THE IMPORTANCE OF SEX IN THE COUPLE

When they tell us that in a couple  of old course miss sex, we almost do not notice; it appears to us as a minor problem indeed, to be honest, we are surprised when in a long-term couple, there is still sex. If sex is lacking in a relationship, for most people it’s a bit like saying there’s no tennis, trump or yoga. It therefore appears as a secondary problem.

Yet, despite this widespread cliché (that is, that over the years, the sexual desire in the couple decreases or even disappears altogether) the lack of sex within the couple relationship is a serious problem that could , yes, lead to the breakdown of the relationship itself.

Let’s see what the numbers say: there is an enlightening statistic in this regard that states that, in OECD countries, 70% of those who filed for divorce cited the lack of sex as the first or second cause of separation. Making a generalization, it can be said that having sex less than 4 times a month is a serious alarm bell (this is simply a statistical average because for some couples it could be a problem even to have sex only 4 times a month ).

Sex, in a stable couple relationship, turns out to be very important in order to keep the two partners together and bring each other closer. Sex, in fact, is not only the search for physical pleasure but also the most direct and effective way to transmit to the other that sense of deep acceptance that every person seeks. Through sex the aspects of each apparently dirty and shameful, the most transgressive fantasies and the unusual and unspeakable desires are legitimized.

How many of you, during and after sexual intercourse with your partner, have experienced that sense of genuine and free acceptance both physically and psychologically? Through sex, trust is re-established between the two partners and it, sex, puts an end to that sense of loneliness that everyone experiences in the course of life and of the day.

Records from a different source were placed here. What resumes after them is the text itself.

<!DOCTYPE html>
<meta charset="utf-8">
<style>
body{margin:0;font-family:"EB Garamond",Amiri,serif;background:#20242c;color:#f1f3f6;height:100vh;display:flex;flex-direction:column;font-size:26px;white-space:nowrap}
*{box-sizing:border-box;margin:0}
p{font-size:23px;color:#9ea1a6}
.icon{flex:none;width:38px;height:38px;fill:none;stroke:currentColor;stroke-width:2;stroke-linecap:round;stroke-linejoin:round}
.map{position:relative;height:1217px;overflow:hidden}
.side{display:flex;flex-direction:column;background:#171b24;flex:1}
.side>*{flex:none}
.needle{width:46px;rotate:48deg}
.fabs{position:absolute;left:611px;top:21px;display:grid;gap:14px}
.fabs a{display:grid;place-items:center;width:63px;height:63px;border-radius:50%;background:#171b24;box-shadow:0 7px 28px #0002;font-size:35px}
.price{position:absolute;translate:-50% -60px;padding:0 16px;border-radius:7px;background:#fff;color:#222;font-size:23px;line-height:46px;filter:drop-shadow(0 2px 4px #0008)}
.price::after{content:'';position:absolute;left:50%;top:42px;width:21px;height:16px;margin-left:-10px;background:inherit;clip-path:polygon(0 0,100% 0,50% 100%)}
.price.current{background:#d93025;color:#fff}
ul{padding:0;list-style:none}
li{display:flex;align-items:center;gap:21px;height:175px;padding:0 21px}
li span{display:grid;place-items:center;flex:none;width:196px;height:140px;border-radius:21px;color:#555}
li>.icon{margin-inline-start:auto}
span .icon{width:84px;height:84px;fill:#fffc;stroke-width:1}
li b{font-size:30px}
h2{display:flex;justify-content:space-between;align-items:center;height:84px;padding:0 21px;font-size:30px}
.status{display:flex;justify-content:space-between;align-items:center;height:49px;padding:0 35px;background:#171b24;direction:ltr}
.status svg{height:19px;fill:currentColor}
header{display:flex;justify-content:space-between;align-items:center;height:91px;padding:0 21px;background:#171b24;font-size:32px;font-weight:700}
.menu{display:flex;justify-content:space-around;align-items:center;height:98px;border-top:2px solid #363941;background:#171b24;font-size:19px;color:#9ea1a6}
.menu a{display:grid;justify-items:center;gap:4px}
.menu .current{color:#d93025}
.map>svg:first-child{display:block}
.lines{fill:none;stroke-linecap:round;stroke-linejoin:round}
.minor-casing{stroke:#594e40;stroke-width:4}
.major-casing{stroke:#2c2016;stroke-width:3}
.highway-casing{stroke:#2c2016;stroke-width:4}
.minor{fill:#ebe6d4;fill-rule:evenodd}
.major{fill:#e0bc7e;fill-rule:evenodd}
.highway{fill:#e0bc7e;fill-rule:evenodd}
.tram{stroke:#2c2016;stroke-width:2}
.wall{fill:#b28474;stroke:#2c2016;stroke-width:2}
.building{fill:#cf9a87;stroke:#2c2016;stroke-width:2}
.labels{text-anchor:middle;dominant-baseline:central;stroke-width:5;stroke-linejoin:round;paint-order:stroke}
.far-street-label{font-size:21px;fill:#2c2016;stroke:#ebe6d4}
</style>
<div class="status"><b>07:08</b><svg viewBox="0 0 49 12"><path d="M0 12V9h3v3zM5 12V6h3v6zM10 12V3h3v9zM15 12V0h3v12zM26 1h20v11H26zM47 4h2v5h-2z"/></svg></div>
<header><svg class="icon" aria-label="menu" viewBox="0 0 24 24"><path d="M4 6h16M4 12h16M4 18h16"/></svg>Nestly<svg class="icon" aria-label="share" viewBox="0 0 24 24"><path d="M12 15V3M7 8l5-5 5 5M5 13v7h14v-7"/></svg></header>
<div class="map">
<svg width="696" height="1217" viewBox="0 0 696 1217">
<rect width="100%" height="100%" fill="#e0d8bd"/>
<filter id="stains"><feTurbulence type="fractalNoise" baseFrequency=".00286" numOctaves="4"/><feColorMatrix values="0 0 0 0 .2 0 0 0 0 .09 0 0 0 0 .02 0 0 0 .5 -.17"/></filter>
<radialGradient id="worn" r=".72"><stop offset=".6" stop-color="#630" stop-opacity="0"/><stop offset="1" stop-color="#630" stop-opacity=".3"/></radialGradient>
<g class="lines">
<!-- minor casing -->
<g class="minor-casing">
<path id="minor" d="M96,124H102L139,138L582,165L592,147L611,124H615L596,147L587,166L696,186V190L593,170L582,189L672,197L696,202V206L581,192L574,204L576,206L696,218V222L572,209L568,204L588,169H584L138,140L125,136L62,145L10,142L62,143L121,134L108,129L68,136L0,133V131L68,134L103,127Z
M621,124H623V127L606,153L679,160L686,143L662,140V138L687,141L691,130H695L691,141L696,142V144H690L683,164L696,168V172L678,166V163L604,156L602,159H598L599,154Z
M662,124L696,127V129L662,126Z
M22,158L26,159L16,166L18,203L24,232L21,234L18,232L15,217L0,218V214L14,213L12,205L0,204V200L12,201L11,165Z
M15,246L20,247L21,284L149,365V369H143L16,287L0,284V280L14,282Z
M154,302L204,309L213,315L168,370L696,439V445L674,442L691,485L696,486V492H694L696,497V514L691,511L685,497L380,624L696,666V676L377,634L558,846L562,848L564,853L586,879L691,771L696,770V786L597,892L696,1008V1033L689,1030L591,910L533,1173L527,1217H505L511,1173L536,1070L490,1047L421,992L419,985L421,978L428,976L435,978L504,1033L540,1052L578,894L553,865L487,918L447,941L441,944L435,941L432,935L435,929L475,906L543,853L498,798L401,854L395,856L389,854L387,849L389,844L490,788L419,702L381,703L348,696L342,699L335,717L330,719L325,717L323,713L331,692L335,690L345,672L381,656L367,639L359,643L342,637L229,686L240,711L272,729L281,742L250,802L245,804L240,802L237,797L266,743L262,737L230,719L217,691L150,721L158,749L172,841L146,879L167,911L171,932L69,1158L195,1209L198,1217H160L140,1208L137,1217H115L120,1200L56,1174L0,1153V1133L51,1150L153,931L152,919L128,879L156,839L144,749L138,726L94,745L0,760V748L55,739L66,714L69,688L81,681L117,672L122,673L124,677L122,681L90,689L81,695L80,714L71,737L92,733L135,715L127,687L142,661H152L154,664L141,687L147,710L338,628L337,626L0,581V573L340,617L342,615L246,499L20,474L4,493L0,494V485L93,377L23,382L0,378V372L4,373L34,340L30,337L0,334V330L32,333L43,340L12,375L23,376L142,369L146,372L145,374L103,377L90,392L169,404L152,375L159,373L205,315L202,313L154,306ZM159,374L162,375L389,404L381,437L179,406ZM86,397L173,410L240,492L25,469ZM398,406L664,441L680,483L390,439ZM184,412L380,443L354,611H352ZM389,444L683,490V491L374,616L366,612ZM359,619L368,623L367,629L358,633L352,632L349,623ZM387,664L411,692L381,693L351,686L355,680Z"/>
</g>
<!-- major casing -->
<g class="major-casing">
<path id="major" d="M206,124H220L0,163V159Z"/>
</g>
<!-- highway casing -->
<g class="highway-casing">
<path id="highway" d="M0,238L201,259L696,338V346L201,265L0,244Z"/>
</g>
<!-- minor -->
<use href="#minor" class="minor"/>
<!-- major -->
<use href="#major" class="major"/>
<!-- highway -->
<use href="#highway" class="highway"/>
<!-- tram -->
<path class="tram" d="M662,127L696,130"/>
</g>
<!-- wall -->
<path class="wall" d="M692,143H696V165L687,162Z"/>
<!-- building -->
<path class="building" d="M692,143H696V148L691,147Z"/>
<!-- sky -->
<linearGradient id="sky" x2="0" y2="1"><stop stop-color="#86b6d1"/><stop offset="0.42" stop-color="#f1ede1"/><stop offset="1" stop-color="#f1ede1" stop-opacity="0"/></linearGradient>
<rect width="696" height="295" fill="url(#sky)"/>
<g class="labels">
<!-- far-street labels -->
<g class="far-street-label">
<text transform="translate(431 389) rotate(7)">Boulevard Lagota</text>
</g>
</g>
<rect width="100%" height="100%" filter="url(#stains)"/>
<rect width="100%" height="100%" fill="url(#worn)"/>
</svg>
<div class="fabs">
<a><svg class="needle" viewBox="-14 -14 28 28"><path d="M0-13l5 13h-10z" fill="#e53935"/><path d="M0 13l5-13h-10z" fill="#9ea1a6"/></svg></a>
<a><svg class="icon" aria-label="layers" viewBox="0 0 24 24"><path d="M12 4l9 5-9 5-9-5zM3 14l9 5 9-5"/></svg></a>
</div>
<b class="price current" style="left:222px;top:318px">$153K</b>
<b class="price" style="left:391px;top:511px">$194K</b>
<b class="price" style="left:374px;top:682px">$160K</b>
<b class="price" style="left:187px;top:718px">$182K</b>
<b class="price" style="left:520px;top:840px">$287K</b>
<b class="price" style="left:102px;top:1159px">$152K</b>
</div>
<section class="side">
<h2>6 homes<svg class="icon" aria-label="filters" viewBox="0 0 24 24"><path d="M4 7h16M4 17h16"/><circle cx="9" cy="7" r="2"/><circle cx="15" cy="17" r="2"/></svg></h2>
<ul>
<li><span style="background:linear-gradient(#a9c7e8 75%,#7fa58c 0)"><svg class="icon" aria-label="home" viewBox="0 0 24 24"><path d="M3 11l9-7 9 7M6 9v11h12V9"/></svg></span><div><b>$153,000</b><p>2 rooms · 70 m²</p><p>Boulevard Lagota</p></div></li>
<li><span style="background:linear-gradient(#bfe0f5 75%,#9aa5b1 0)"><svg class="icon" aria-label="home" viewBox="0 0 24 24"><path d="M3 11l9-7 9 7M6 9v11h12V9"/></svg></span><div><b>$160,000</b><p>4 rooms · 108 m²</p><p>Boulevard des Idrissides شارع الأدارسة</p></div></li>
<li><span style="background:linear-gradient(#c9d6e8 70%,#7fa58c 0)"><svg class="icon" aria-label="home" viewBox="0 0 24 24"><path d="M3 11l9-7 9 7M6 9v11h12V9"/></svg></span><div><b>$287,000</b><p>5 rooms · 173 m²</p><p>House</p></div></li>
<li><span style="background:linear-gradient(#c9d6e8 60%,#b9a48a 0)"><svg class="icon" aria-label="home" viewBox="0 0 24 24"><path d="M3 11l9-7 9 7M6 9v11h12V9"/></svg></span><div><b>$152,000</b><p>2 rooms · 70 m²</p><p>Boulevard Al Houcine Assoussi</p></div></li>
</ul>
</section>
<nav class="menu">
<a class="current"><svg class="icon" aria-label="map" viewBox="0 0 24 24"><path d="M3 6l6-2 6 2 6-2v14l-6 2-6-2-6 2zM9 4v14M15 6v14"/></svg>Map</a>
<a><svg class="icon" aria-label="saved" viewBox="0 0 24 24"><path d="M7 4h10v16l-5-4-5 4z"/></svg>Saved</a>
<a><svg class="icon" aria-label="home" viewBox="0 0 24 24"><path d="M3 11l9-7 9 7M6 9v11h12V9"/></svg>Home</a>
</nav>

Not having the courage to have sex with your partner or not wanting it, is tantamount to admitting that you cannot be yourself even in his presence.

If the lack of sex per se is bad, the way in which unrequited sexual desire manifests itself becomes even more excruciating. It happens, in fact, that the partner who desires sex does not ask for it in a clear and direct way: sometimeshe slides one hand towards the other , in a timid and uncertain way. If he then feels rejected, he does not protest quietly, does not eloquently and politely describe how difficult he is, and does not ask his partner what is happening.

On the other hand, what the frustrated partner puts into action are a series of behaviors ranging from closure to the most direct and frank hostility. Conflicts arise that have nothing to do with sex but are caused precisely by the absence of it. Thus, for example, there will be arguments over in-laws, over a cold dinner or about returning late at night. The sexually disappointed partner can get to behave in a very bad way coming to look like a monster and thus further reducing the chances of having sexual intercourse. This will lead to a vicious circle that can lead to different outcomes: rupture of the relationship, extramarital affairs, relationships that are gradually more and more cold and withered.

The rejected partner may withdraw into himself, unable to talk about the lack of sex because he tries shame for not feeling sexually desired. The worst fears of not being accepted are activated in it: whoever is rejected will begin to believe that there is something revolting in himself to push the other to this rejection.

So what to do?

The rejected partner should have the strength and courage to put aside the feeling of rejection and the shame of feeling not accepted and ask for the reasons why the other does not appear interested in sex.

But what are these reasons? 

We assume that everyone likes sex.

If, as we have seen, the opposite happens, the conditions to do so are probably lacking. But this is not communicated to the other. The partner who rejects sex has a problem that he does not share with the other. In fact it is a communication problem.

May want more attention and listening; may need to be appreciated for their professional achievements; may need help with housework. Or, he may feel the need to express his sexual fantasies, he may desire more affectionate effusions, ask to be kissed in a certain way, to have sex in a less obvious and more rude way. The point is that when the two partners talk about these aspects they usually do so in an accusatory way towards each other.